§ **PROBLEM DESCRIPTION**
Instruction for the entries below: return the part that opens with the line containing "For a GIS import: Give" and closes with the line containing "Annotation task. Summarize", exactly, and no pictures.

Collected data entries:
────────────────────

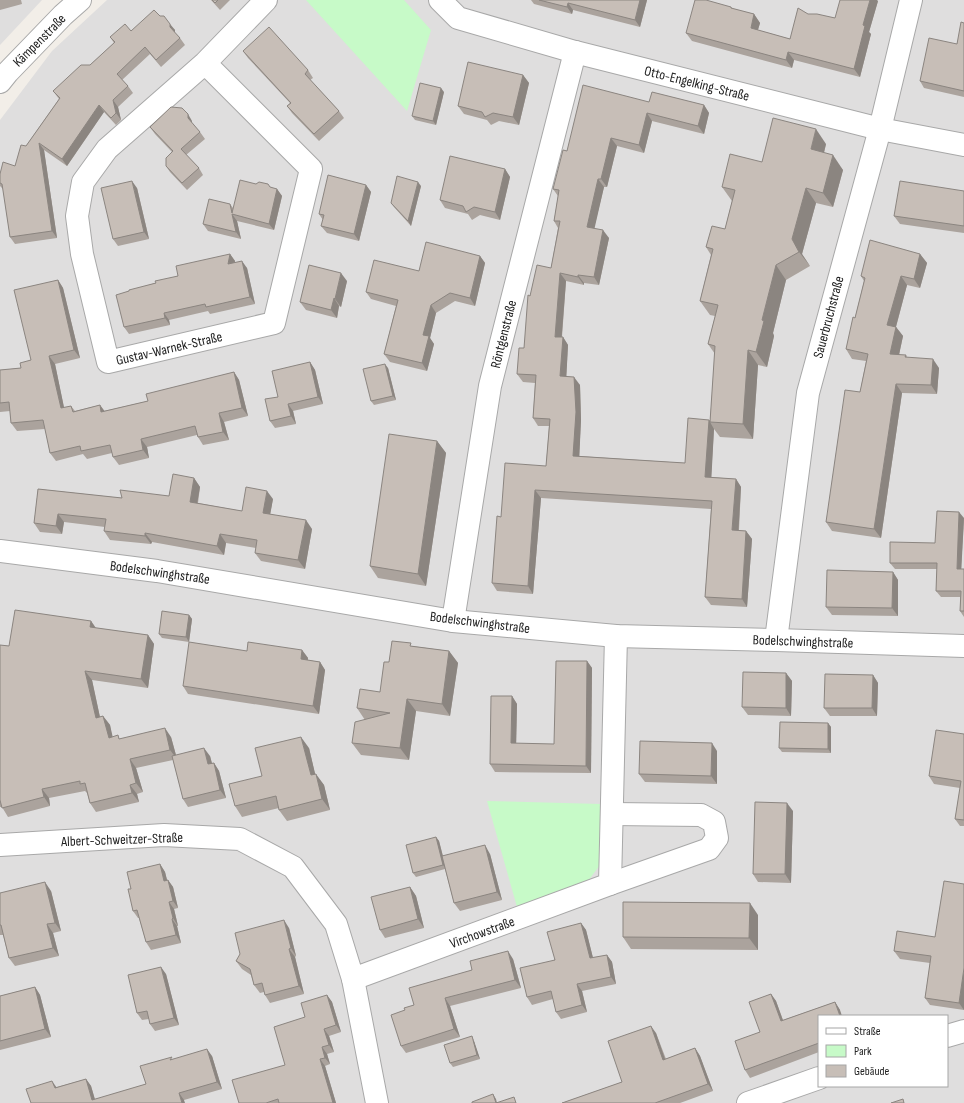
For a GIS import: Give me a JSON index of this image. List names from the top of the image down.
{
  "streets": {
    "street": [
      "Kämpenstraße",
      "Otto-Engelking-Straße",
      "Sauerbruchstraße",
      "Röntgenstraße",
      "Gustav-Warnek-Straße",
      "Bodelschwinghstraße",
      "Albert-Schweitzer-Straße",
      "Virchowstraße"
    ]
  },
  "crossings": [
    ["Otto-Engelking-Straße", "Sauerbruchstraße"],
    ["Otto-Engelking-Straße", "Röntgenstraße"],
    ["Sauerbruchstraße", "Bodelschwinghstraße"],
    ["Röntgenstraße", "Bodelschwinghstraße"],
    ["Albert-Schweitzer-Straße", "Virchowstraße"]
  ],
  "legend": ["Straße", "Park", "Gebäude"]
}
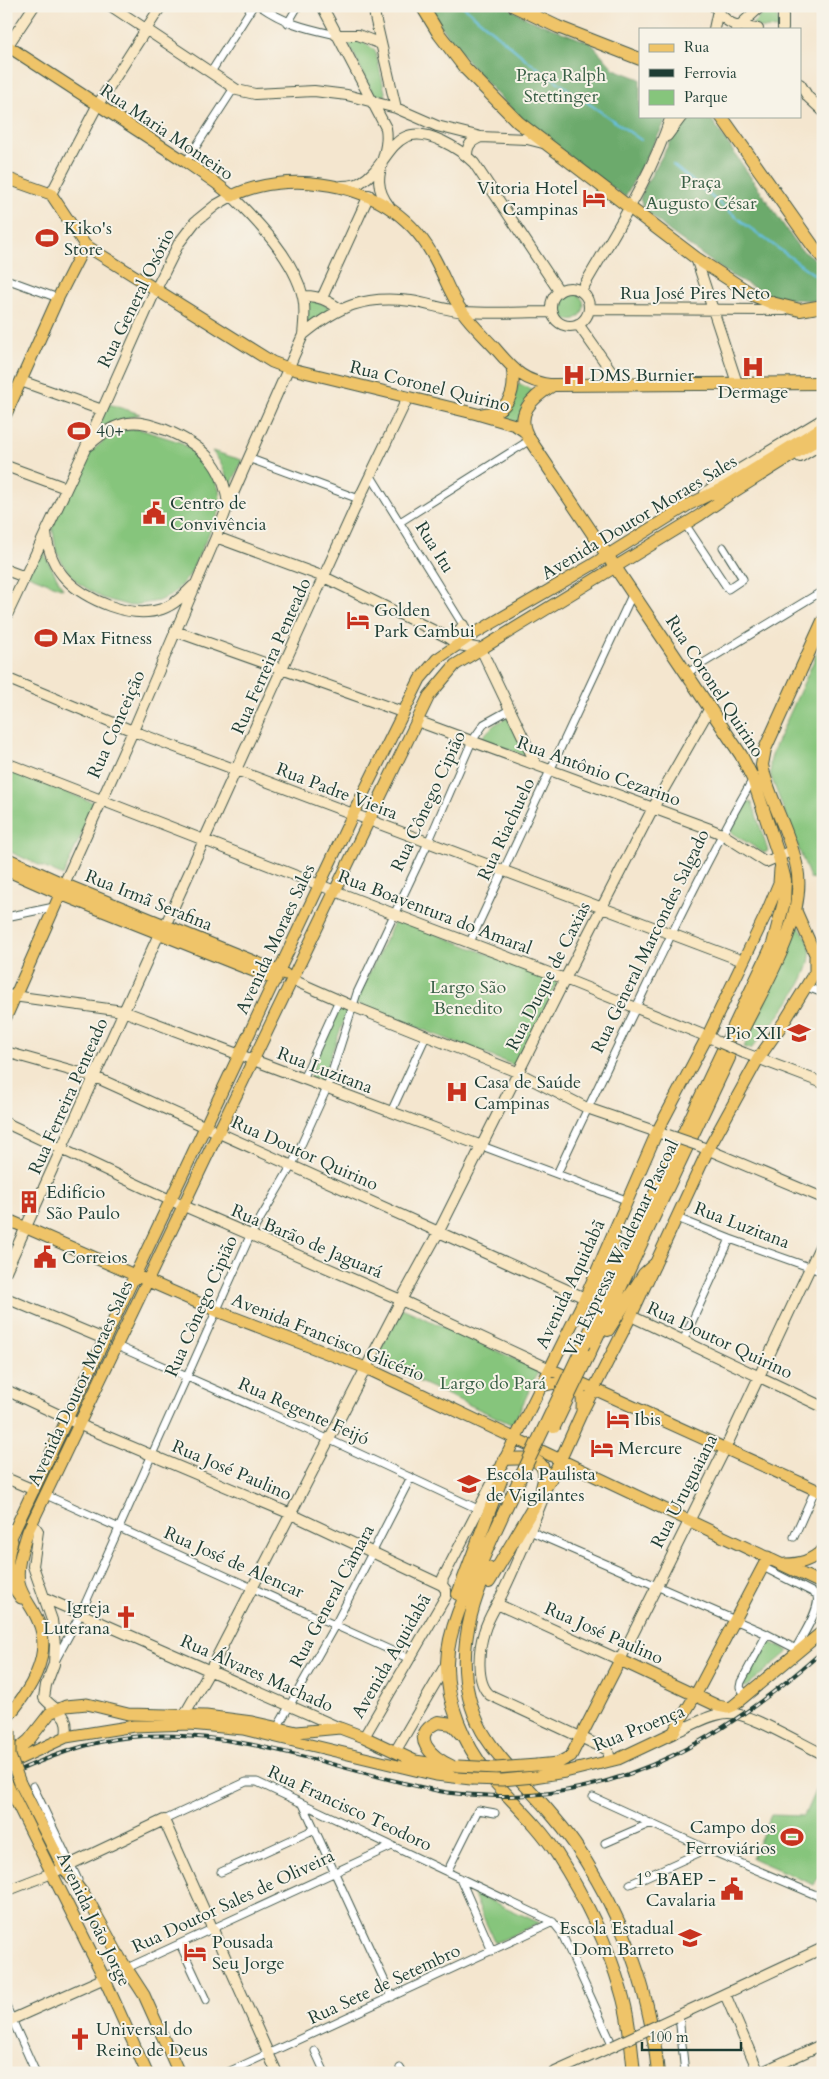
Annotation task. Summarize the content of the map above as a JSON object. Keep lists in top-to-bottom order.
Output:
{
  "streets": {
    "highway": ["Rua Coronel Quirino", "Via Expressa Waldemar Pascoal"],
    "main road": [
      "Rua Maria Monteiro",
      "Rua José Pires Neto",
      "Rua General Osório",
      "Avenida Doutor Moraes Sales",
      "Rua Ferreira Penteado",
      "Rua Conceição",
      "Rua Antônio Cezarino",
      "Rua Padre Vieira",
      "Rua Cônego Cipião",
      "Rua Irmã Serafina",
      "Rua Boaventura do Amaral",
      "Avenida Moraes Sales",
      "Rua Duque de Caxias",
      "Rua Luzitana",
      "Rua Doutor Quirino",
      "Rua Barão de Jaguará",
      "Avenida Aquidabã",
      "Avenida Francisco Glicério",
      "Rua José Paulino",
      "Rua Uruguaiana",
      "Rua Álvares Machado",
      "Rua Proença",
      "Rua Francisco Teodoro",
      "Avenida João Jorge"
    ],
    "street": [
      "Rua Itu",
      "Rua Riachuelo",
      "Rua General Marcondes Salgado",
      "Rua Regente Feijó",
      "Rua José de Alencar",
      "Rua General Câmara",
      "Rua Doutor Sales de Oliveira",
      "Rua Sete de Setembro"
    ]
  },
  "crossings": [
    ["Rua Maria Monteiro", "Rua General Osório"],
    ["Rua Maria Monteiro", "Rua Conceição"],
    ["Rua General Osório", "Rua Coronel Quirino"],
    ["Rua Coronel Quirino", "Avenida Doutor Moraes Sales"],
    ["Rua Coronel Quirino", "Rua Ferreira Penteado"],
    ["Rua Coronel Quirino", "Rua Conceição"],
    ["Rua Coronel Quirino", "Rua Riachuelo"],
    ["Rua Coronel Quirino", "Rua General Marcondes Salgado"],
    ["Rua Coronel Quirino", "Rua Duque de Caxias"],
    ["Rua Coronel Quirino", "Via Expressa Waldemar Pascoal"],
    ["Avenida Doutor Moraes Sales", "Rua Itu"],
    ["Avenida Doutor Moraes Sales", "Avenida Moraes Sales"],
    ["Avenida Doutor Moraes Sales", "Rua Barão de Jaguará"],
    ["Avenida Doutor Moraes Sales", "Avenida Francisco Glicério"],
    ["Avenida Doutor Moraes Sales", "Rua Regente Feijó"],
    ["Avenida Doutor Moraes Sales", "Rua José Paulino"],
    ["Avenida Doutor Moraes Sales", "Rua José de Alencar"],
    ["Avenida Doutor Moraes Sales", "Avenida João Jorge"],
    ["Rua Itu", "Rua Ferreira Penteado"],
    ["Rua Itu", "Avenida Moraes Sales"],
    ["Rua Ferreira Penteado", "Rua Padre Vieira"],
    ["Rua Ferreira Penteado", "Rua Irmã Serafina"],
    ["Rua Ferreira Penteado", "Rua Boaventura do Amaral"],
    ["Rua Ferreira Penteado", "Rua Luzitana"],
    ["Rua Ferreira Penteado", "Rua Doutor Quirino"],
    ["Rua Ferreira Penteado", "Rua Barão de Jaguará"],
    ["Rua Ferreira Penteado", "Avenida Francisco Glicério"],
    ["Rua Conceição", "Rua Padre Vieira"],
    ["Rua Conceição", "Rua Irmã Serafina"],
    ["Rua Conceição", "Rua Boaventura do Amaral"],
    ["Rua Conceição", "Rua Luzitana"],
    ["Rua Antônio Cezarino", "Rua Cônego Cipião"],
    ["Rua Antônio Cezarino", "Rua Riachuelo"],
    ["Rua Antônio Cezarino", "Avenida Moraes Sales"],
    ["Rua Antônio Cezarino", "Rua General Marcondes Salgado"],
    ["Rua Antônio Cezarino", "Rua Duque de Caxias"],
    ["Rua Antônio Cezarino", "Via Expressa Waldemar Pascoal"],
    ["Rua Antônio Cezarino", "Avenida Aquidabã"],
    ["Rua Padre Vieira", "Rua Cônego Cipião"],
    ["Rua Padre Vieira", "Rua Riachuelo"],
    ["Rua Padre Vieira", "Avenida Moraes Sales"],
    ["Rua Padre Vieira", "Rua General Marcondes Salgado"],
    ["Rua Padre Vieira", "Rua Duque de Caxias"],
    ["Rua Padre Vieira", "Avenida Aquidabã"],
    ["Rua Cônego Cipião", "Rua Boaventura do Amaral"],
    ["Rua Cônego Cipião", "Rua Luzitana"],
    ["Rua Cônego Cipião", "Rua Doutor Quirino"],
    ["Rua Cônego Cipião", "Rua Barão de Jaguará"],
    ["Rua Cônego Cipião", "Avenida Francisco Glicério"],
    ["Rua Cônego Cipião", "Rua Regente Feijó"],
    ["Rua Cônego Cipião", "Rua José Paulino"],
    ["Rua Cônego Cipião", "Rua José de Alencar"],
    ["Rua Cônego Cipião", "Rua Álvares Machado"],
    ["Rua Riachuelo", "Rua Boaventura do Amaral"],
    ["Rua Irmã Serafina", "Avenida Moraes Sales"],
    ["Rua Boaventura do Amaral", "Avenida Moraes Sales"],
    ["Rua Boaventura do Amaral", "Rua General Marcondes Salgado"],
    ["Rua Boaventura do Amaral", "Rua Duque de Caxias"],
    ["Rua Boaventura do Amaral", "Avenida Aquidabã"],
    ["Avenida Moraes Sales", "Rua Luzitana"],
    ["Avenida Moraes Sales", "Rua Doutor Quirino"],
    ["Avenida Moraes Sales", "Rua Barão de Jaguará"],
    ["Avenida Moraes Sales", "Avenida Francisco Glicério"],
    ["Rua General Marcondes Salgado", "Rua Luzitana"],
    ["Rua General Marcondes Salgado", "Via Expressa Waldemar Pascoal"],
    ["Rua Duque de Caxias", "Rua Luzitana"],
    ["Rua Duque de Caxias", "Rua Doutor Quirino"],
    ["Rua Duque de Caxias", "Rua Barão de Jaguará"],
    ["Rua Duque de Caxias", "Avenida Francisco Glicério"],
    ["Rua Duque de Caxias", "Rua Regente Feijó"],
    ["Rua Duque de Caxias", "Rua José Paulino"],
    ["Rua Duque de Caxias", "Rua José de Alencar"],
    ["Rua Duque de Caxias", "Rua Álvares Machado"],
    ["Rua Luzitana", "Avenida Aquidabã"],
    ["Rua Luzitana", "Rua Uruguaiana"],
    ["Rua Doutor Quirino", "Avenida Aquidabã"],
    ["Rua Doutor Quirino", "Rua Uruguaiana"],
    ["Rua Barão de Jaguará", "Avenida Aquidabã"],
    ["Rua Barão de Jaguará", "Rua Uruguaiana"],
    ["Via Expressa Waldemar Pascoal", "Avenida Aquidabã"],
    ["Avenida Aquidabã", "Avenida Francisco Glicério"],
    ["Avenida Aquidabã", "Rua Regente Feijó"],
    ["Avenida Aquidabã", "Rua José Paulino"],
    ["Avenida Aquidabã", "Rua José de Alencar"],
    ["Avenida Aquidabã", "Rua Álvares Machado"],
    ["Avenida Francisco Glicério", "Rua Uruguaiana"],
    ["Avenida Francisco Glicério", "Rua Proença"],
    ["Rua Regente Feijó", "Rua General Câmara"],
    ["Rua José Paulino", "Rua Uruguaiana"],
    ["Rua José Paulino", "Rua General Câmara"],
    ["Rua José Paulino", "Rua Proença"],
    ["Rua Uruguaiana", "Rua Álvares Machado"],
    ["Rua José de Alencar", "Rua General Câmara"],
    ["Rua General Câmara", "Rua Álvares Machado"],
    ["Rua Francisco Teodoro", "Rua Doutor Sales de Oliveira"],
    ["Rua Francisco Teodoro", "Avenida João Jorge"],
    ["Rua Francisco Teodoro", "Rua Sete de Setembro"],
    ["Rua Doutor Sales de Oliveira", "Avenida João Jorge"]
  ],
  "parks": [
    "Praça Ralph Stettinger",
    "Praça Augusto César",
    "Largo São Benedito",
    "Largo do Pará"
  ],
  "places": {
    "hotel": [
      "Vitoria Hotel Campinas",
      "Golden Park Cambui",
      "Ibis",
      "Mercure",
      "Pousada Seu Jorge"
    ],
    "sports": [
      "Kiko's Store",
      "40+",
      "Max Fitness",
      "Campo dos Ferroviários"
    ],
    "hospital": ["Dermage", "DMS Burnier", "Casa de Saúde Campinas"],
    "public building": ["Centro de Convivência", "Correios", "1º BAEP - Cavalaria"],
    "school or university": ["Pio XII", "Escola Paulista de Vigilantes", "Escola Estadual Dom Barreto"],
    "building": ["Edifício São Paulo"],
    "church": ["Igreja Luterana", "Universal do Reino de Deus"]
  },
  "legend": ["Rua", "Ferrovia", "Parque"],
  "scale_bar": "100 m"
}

────────────────────

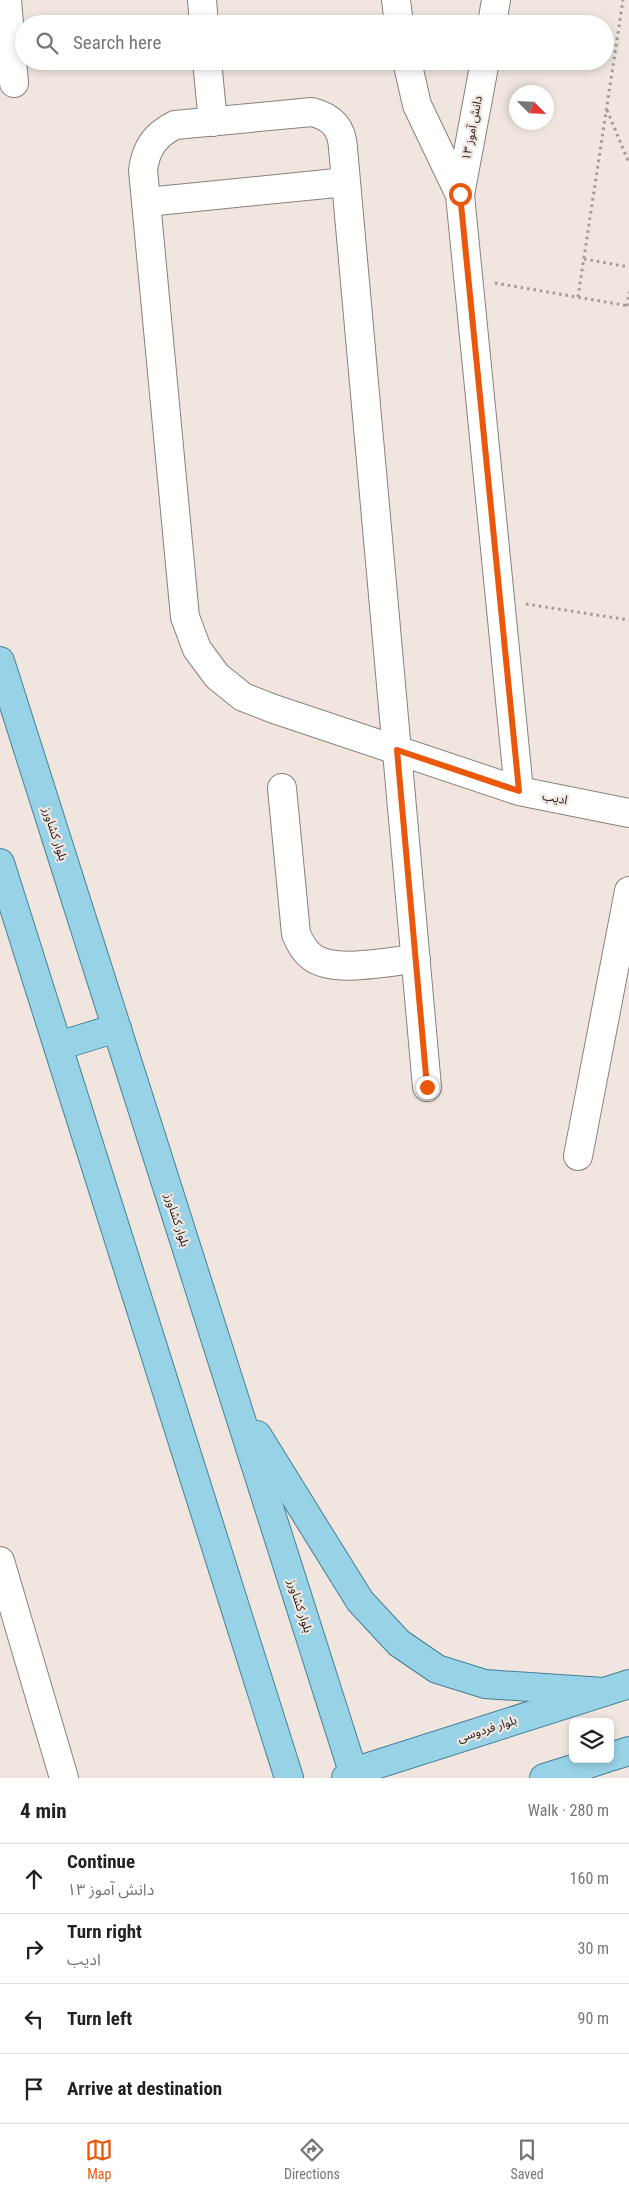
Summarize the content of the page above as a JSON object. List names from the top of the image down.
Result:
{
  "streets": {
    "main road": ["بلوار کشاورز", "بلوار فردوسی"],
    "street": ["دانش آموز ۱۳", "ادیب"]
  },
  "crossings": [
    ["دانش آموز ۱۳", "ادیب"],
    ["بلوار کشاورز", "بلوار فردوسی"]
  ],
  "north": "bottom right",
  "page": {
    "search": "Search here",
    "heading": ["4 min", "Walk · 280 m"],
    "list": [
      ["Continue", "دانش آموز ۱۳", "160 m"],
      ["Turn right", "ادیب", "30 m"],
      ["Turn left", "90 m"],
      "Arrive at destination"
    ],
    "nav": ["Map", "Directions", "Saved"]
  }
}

────────────────────

§ **PROBLEM SOLUTION**
For a GIS import: Give me a JSON index of this image. List names from the top of the image down.
{
  "streets": {
    "street": [
      "Kämpenstraße",
      "Otto-Engelking-Straße",
      "Sauerbruchstraße",
      "Röntgenstraße",
      "Gustav-Warnek-Straße",
      "Bodelschwinghstraße",
      "Albert-Schweitzer-Straße",
      "Virchowstraße"
    ]
  },
  "crossings": [
    ["Otto-Engelking-Straße", "Sauerbruchstraße"],
    ["Otto-Engelking-Straße", "Röntgenstraße"],
    ["Sauerbruchstraße", "Bodelschwinghstraße"],
    ["Röntgenstraße", "Bodelschwinghstraße"],
    ["Albert-Schweitzer-Straße", "Virchowstraße"]
  ],
  "legend": ["Straße", "Park", "Gebäude"]
}
Annotation task. Summarize the content of the map above as a JSON object. Keep lists in top-to-bottom order.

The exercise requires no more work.